ACTION ITEM:
Reproduce, with no changes, the line where "Describe this map" appears and every subsequent line of the listing, the last one included.

[Start of section]

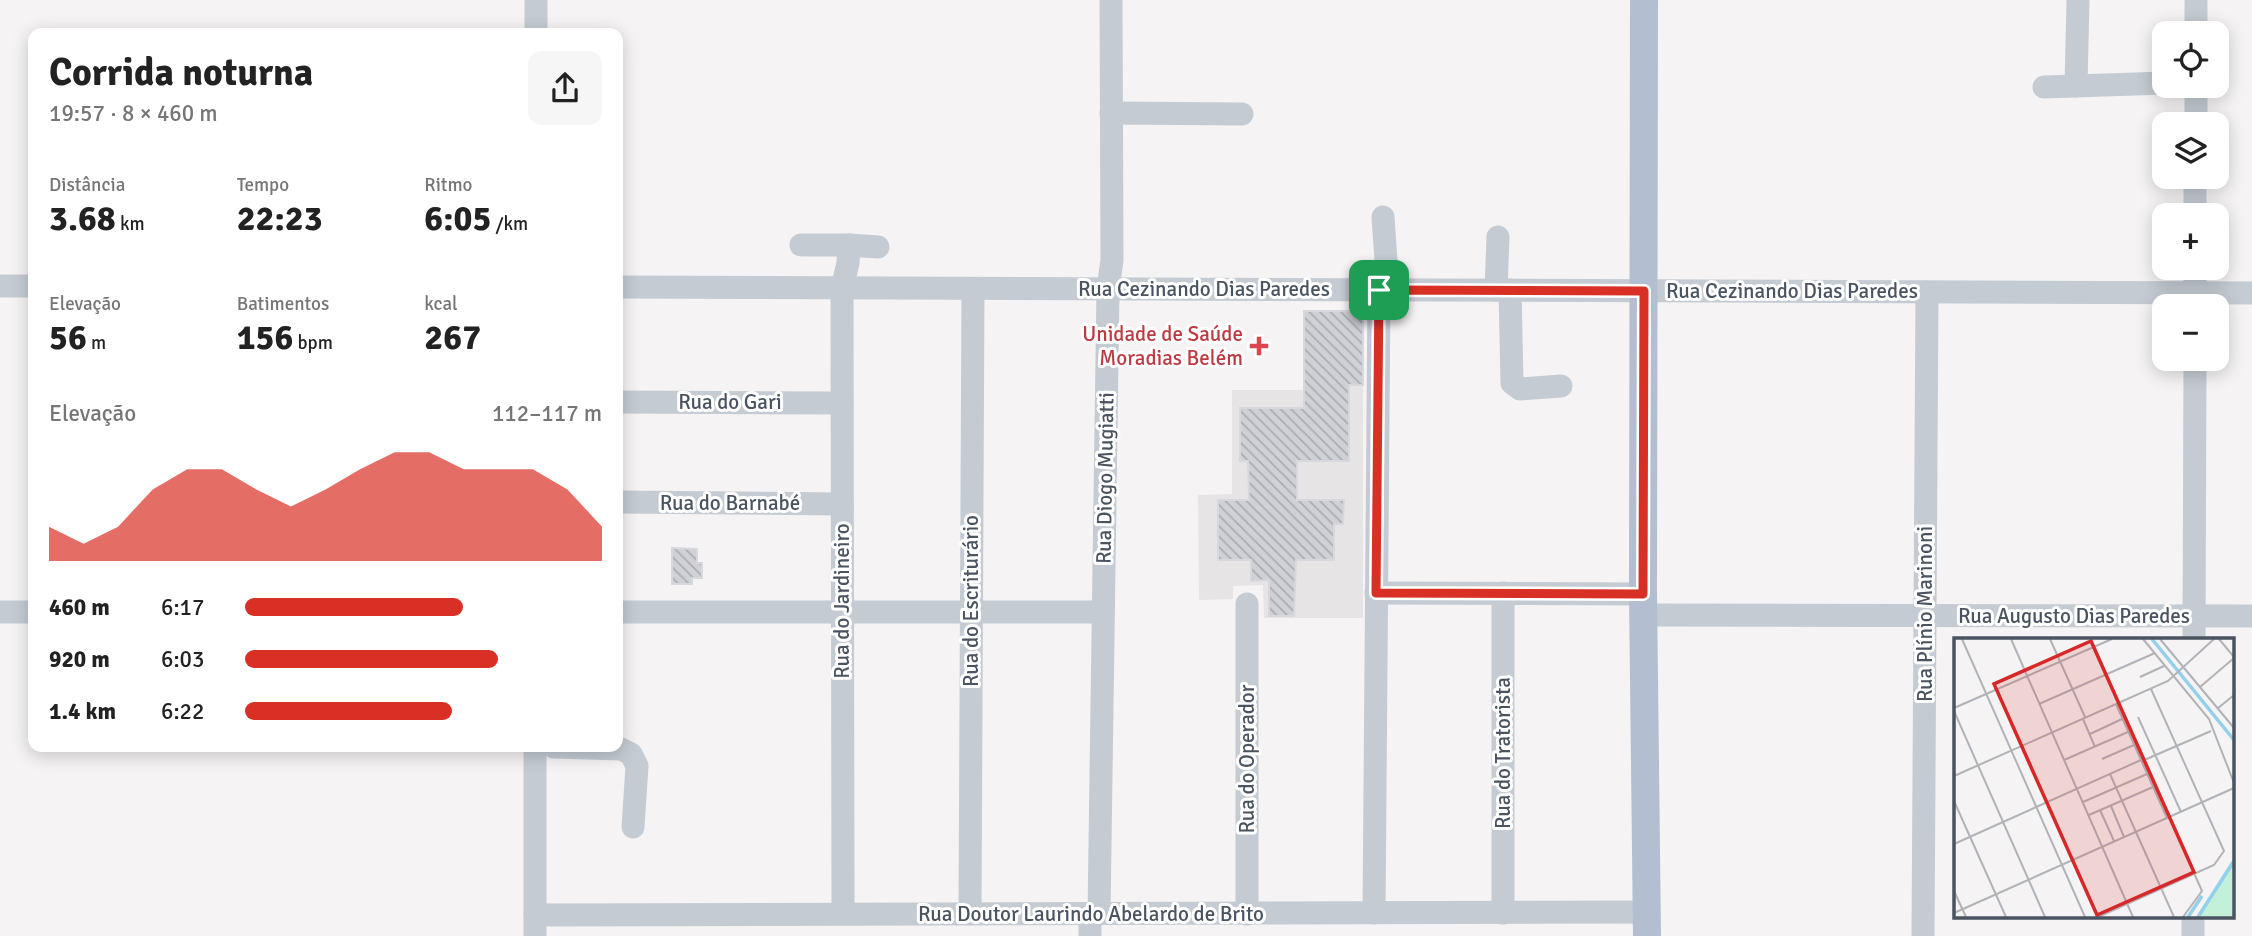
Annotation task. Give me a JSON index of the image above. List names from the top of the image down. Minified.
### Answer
{"streets":{"street":["Rua Cezinando Dias Paredes","Rua do Gari","Rua Diogo Mugiatti","Rua do Barnabé","Rua do Jardineiro","Rua do Escriturário","Rua Plínio Marinoni","Rua Augusto Dias Paredes","Rua do Tratorista","Rua do Operador","Rua Doutor Laurindo Abelardo de Brito"]},"crossings":[["Rua Cezinando Dias Paredes","Rua Diogo Mugiatti"],["Rua Cezinando Dias Paredes","Rua do Jardineiro"],["Rua Cezinando Dias Paredes","Rua do Escriturário"],["Rua Cezinando Dias Paredes","Rua Plínio Marinoni"],["Rua do Gari","Rua do Jardineiro"],["Rua Diogo Mugiatti","Rua Doutor Laurindo Abelardo de Brito"],["Rua do Barnabé","Rua do Jardineiro"],["Rua do Jardineiro","Rua Doutor Laurindo Abelardo de Brito"],["Rua do Escriturário","Rua Doutor Laurindo Abelardo de Brito"],["Rua Plínio Marinoni","Rua Augusto Dias Paredes"],["Rua Augusto Dias Paredes","Rua do Tratorista"],["Rua do Tratorista","Rua Doutor Laurindo Abelardo de Brito"],["Rua do Operador","Rua Doutor Laurindo Abelardo de Brito"]],"places":{"health":["Unidade de Saúde Moradias Belém"]},"page":{"map_buttons":["+","−"],"heading":["Corrida noturna","19:57 · 8 × 460 m"],"stats":[["Distância","3.68 km"],["Tempo","22:23"],["Ritmo","6:05 /km"],["Elevação","56 m"],["Batimentos","156 bpm"],["kcal","267"]],"chart":["Elevação","112–117 m"],"list":[{"name":"460 m","note":"6:17"},{"name":"920 m","note":"6:03"},{"name":"1.4 km","note":"6:22"}]}}
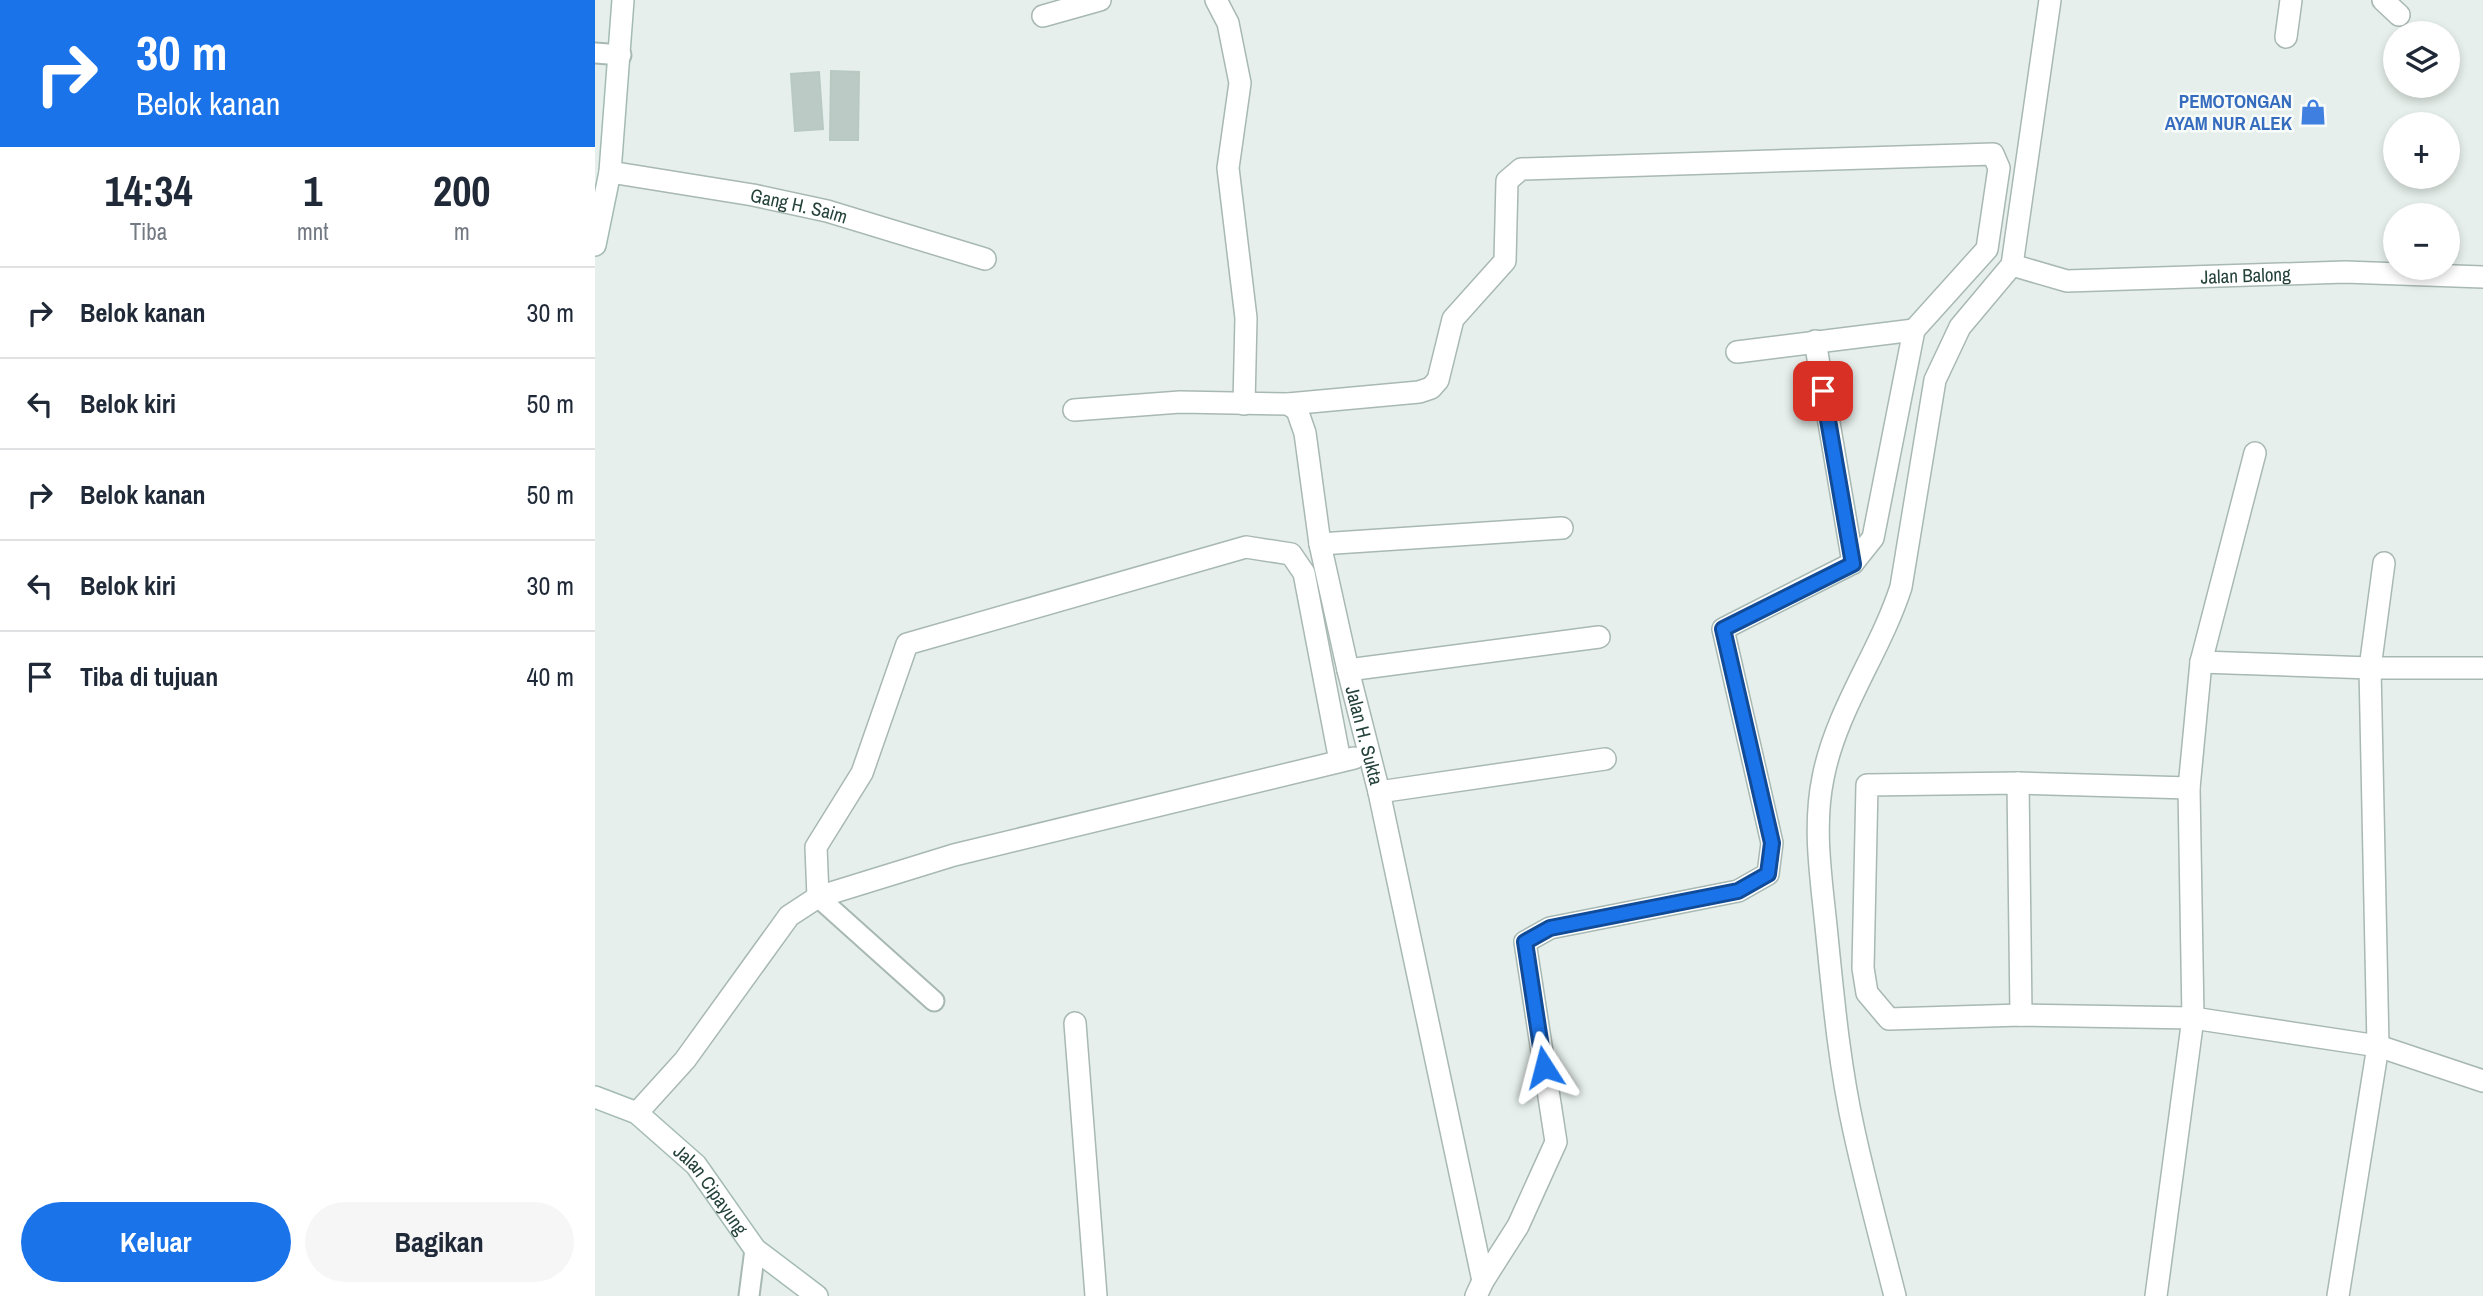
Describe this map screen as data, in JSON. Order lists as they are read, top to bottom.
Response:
{
  "streets": {
    "street": [
      "Gang H. Saim",
      "Jalan Balong",
      "Jalan H. Sukta",
      "Jalan Cipayung"
    ]
  },
  "places": {
    "shop": ["PEMOTONGAN AYAM NUR ALEK"]
  },
  "page": {
    "turn": ["30 m", "Belok kanan"],
    "map_buttons": ["+", "−"],
    "eta": [
      "14:34",
      "Tiba",
      "1",
      "mnt",
      "200",
      "m"
    ],
    "list": [
      {
        "name": "Belok kanan",
        "value": "30 m"
      },
      {
        "name": "Belok kiri",
        "value": "50 m"
      },
      {
        "name": "Belok kanan",
        "value": "50 m"
      },
      {
        "name": "Belok kiri",
        "value": "30 m"
      },
      {
        "name": "Tiba di tujuan",
        "value": "40 m"
      }
    ],
    "buttons": ["Keluar", "Bagikan"]
  }
}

[End of section]

EXPECTED OUTPUT:
Describe this map screen as data, in JSON. Order lists as they are read, top to bottom.
Response:
{
  "streets": {
    "street": [
      "Gang H. Saim",
      "Jalan Balong",
      "Jalan H. Sukta",
      "Jalan Cipayung"
    ]
  },
  "places": {
    "shop": ["PEMOTONGAN AYAM NUR ALEK"]
  },
  "page": {
    "turn": ["30 m", "Belok kanan"],
    "map_buttons": ["+", "−"],
    "eta": [
      "14:34",
      "Tiba",
      "1",
      "mnt",
      "200",
      "m"
    ],
    "list": [
      {
        "name": "Belok kanan",
        "value": "30 m"
      },
      {
        "name": "Belok kiri",
        "value": "50 m"
      },
      {
        "name": "Belok kanan",
        "value": "50 m"
      },
      {
        "name": "Belok kiri",
        "value": "30 m"
      },
      {
        "name": "Tiba di tujuan",
        "value": "40 m"
      }
    ],
    "buttons": ["Keluar", "Bagikan"]
  }
}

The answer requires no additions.